> **Information provided**

━━━━━━━━━━

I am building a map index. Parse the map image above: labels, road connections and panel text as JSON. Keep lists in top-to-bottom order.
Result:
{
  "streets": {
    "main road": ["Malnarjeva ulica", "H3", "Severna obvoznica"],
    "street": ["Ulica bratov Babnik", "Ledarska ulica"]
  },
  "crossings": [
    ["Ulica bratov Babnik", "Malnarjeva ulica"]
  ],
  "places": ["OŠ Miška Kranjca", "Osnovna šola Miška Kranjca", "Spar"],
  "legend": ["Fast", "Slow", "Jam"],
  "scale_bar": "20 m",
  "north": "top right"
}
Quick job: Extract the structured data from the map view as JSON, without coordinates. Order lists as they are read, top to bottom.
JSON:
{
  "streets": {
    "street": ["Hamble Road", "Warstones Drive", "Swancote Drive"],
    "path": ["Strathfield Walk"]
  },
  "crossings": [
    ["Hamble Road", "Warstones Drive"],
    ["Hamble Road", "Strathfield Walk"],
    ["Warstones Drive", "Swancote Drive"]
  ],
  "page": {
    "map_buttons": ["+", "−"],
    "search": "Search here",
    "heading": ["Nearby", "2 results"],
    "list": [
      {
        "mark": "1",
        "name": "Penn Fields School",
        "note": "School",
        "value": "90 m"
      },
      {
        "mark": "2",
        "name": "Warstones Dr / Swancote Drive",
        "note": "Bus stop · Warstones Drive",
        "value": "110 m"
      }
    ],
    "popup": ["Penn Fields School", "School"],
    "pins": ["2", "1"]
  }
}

━━━━━━━━━━

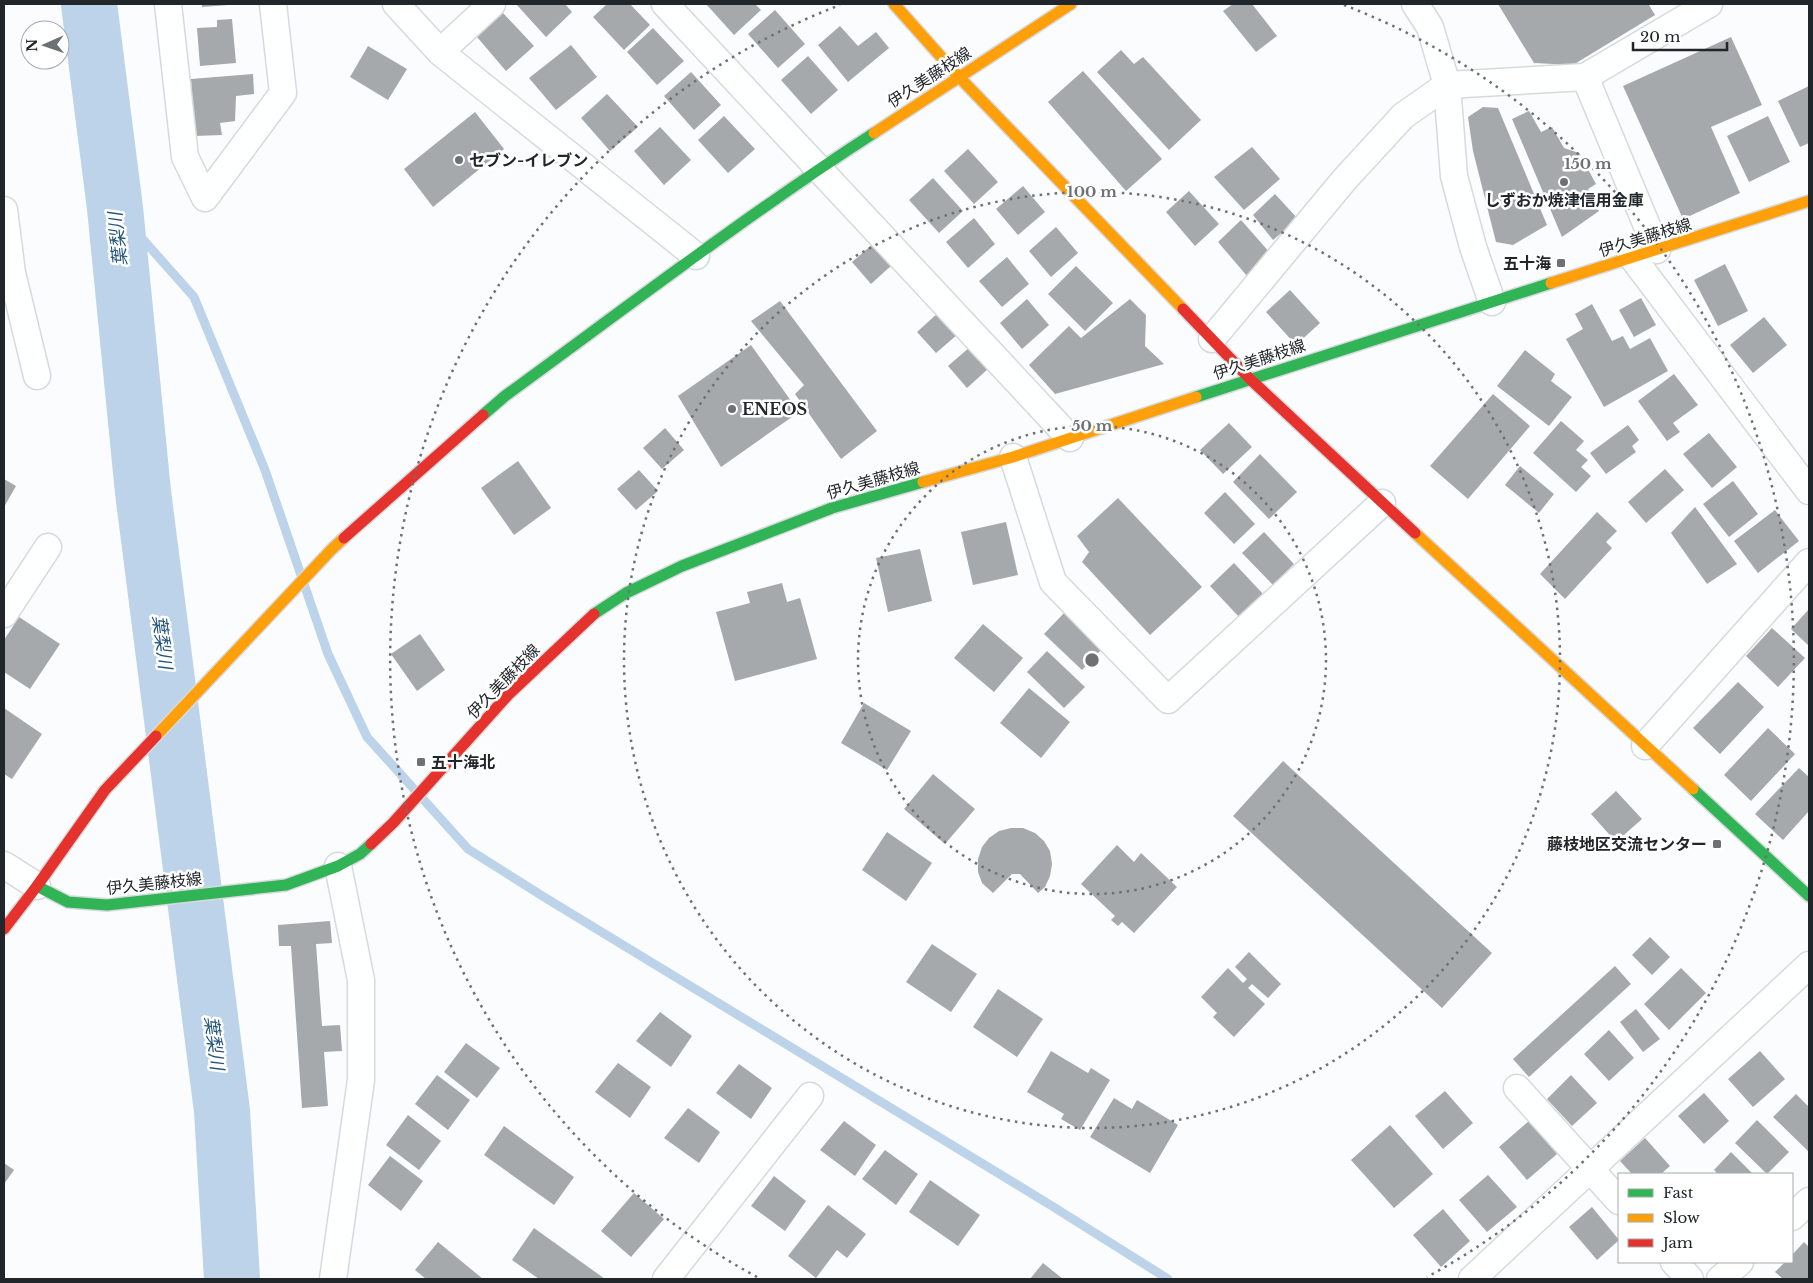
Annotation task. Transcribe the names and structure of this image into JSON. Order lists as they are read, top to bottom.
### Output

━━━━━━━━━━

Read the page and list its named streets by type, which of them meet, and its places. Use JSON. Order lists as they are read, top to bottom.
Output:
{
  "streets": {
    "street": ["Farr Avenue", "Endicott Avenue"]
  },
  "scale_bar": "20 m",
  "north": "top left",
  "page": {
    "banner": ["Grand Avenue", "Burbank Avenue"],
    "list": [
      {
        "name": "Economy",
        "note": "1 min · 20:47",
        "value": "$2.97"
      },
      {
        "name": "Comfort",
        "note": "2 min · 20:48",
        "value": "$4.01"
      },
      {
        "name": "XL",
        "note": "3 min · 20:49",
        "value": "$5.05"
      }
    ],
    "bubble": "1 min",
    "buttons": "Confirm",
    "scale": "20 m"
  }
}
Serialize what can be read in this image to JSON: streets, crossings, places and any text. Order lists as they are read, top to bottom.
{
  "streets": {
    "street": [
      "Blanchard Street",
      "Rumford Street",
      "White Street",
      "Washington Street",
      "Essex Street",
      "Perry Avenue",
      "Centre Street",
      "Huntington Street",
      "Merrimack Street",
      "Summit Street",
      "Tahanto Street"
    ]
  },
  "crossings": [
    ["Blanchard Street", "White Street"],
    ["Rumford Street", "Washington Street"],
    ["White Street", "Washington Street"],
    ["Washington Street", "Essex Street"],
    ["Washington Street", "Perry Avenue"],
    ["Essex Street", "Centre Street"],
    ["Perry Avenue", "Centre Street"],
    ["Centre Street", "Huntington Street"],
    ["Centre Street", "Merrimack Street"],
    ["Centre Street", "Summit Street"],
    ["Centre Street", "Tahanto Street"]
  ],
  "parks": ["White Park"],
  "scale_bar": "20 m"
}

━━━━━━━━━━

> **Task prompt**
Of the entries above, repeat exactly the lines from the line with "I am building" through the line with "Quick job: Extract", both of them included.

> **Expected answer**
I am building a map index. Parse the map image above: labels, road connections and panel text as JSON. Keep lists in top-to-bottom order.
Result:
{
  "streets": {
    "main road": ["Malnarjeva ulica", "H3", "Severna obvoznica"],
    "street": ["Ulica bratov Babnik", "Ledarska ulica"]
  },
  "crossings": [
    ["Ulica bratov Babnik", "Malnarjeva ulica"]
  ],
  "places": ["OŠ Miška Kranjca", "Osnovna šola Miška Kranjca", "Spar"],
  "legend": ["Fast", "Slow", "Jam"],
  "scale_bar": "20 m",
  "north": "top right"
}
Quick job: Extract the structured data from the map view as JSON, without coordinates. Order lists as they are read, top to bottom.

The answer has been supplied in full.